What you should do: Please write the listing below out again exactly, leaving every picture behind.

Dataset excerpt:
++++

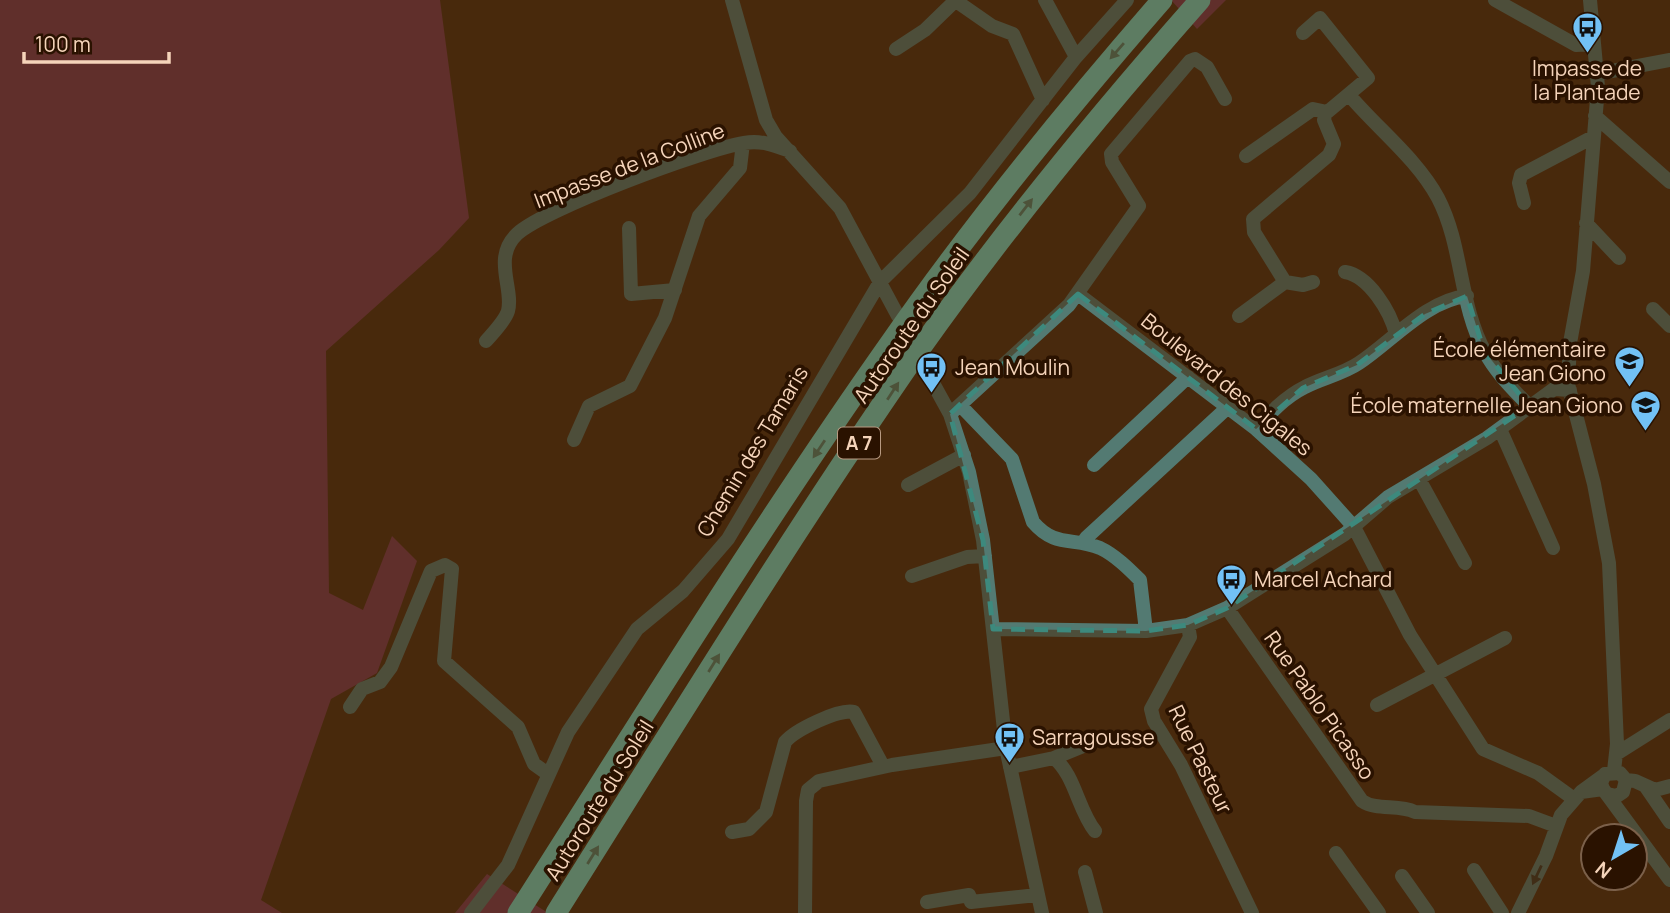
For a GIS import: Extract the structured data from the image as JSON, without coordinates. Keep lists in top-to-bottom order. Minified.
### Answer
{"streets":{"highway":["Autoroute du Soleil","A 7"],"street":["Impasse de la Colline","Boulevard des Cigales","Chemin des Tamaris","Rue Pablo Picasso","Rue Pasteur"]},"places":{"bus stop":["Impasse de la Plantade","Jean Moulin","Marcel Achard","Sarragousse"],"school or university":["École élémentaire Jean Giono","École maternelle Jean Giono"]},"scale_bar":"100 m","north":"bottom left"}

++++

Expected answer:
For a GIS import: Extract the structured data from the image as JSON, without coordinates. Keep lists in top-to-bottom order. Minified.
### Answer
{"streets":{"highway":["Autoroute du Soleil","A 7"],"street":["Impasse de la Colline","Boulevard des Cigales","Chemin des Tamaris","Rue Pablo Picasso","Rue Pasteur"]},"places":{"bus stop":["Impasse de la Plantade","Jean Moulin","Marcel Achard","Sarragousse"],"school or university":["École élémentaire Jean Giono","École maternelle Jean Giono"]},"scale_bar":"100 m","north":"bottom left"}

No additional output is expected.